SPEAKER: Dr. Michael Schatz, Bloomberg Distinguished Professor, Computer Science & Biology, John Hopkins University
TITLE: Basepairs to petabytes: Computing the Genomics Revolution
ABSTRACT: The last 20 years have been a remarkable era for biology and medicine. One of the most significant achievements has been the sequencing of the first human genomes, which has laid the foundation for profound insights into human genetics, the intricacies of regulation and development, and the forces of evolution. Incredibly, as we look into the future over the next 20 years, we see the very real potential for sequencing more than 1 billion genomes, bringing even deeper insight into human genetics as well as the genetics of millions of other species on the planet. Realizing this great potential for medicine and biology, though, will only be achieved through the integration and development of highly scalable computational and quantitative approaches that can keep pace with the rapid improvements to biotechnology. During this presentation, I aim to chart out these future technologies, anticipate the major themes of research, and call out the challenges ahead.
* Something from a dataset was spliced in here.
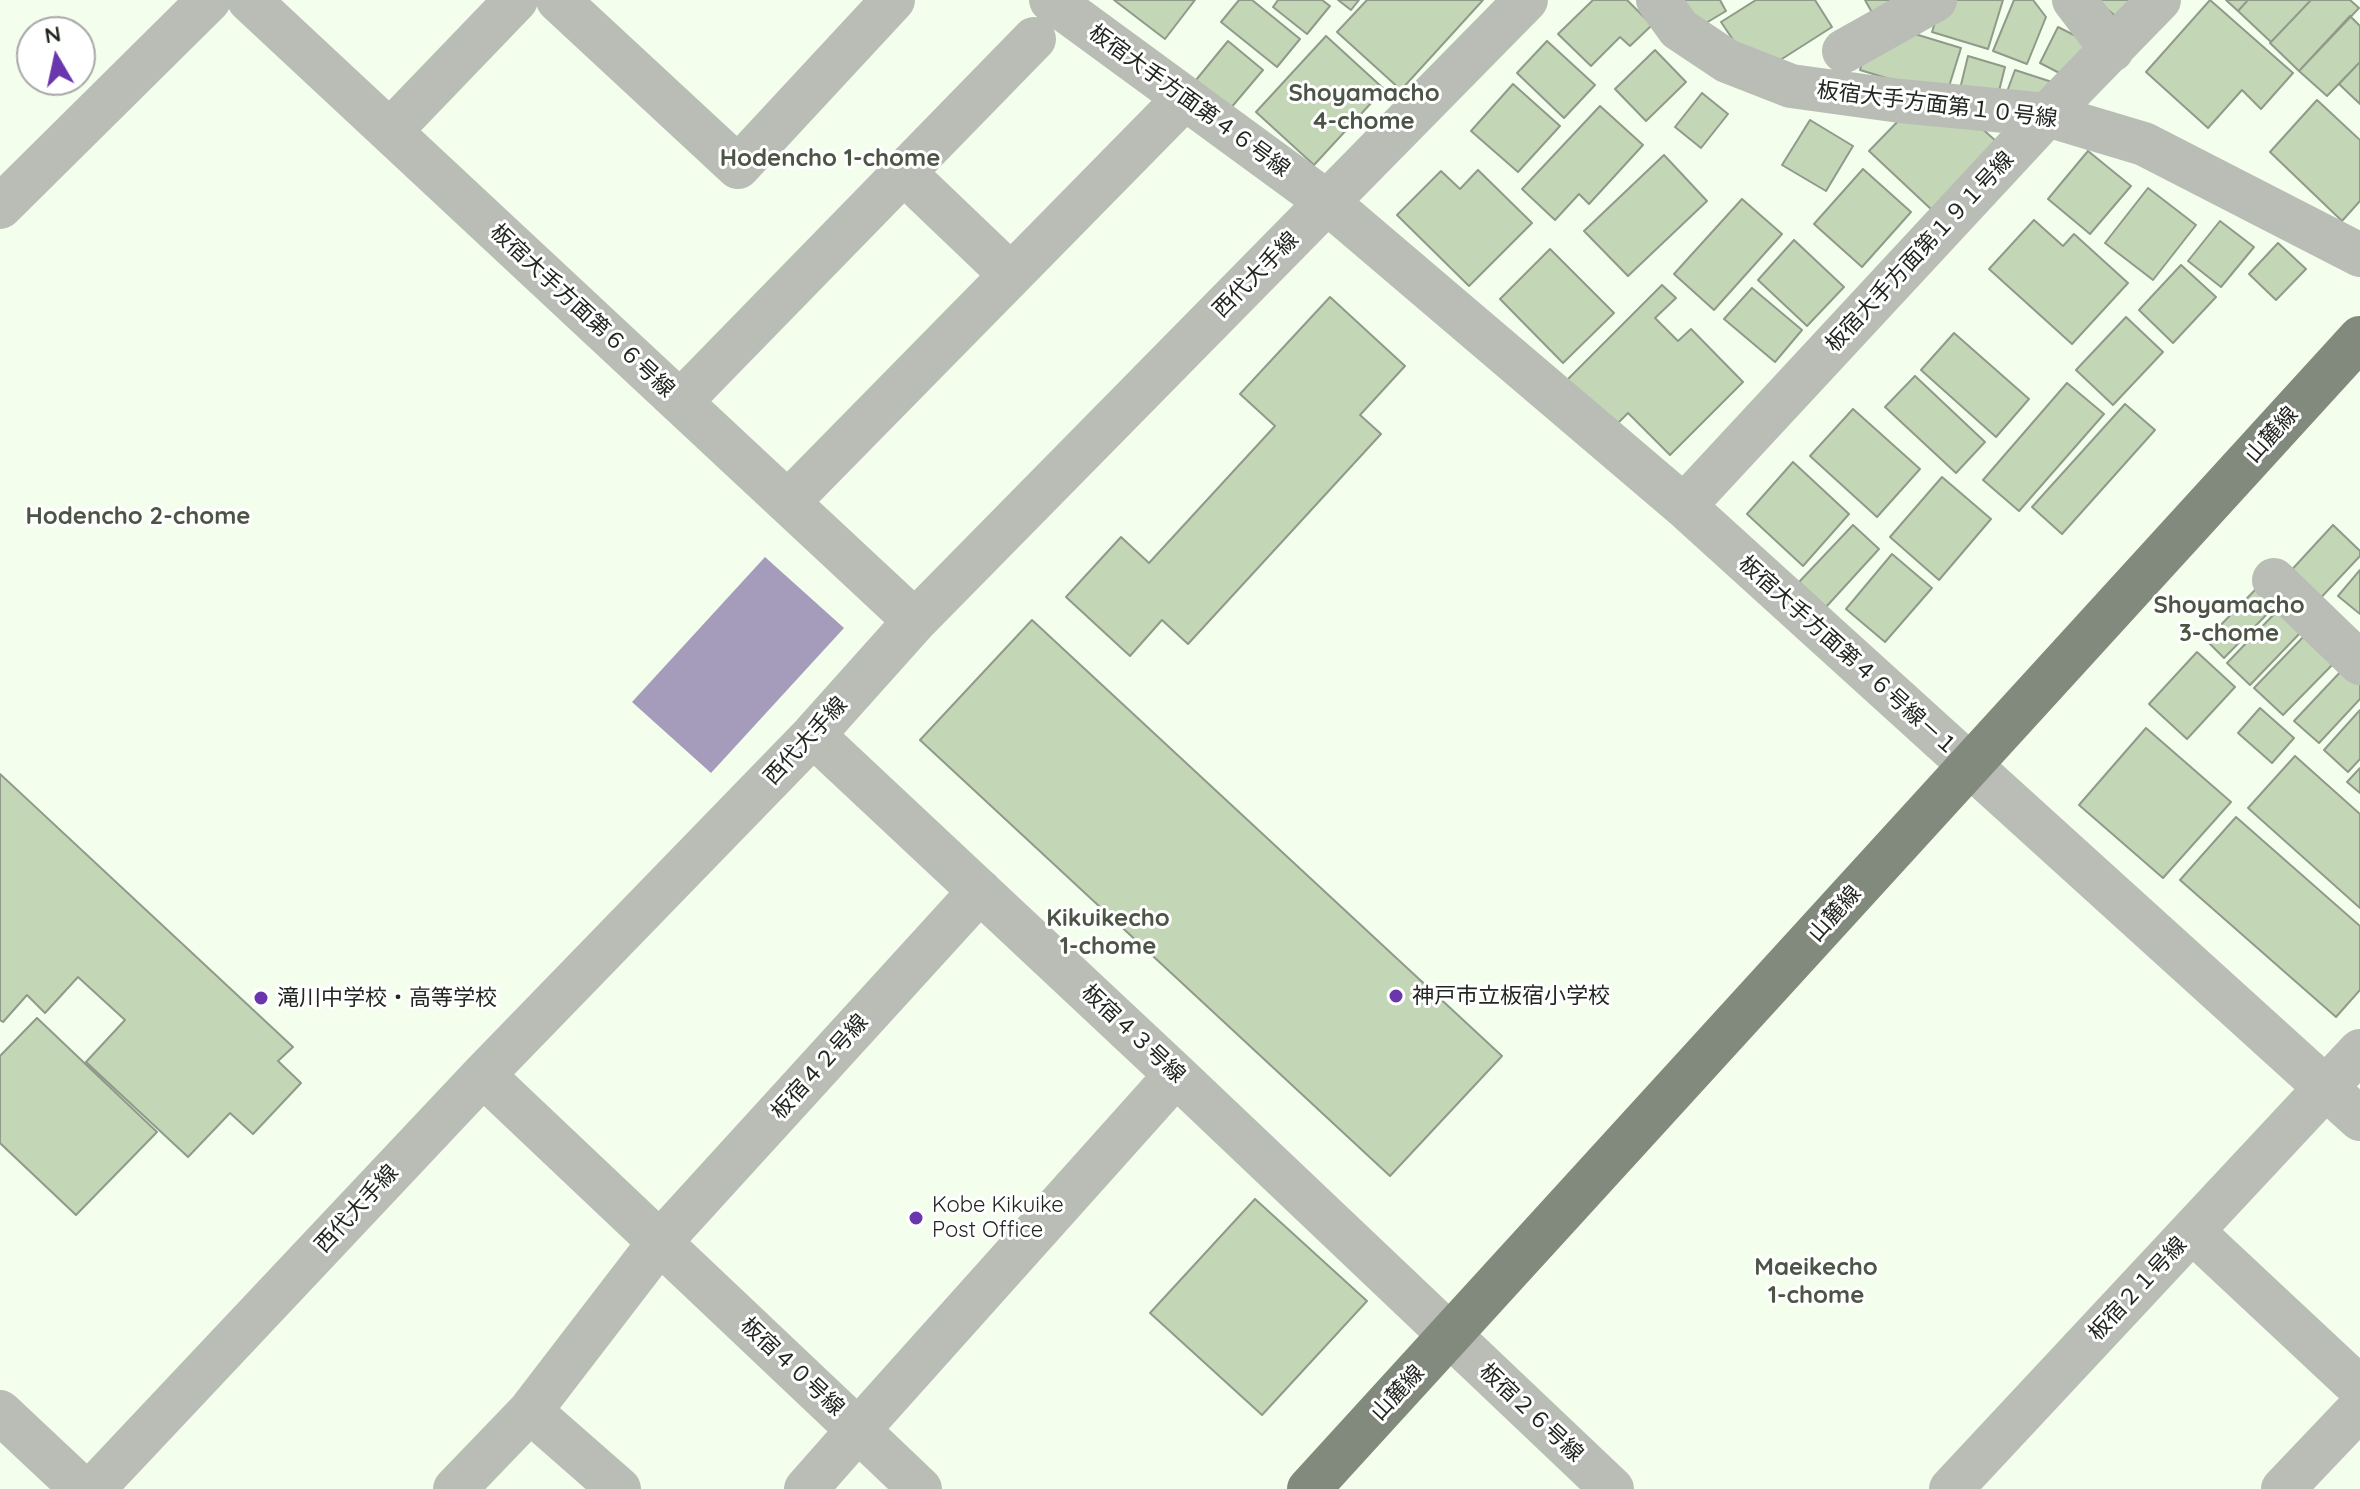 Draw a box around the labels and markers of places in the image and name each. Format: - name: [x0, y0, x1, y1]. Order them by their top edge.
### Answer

BIO: Michael Schatz, Bloomberg Distinguished Professor of Computer Science and Biology at Johns Hopkins University, is among the world’s foremost experts in solving computational problems in genomics research. His innovative biotechnologies and computational tools to study the sequence and function of genomes are advancing the understanding of the structure, evolution, and function of genomes for medicine – particularly autism spectrum disorders, cancer, and other human disease – and agriculture.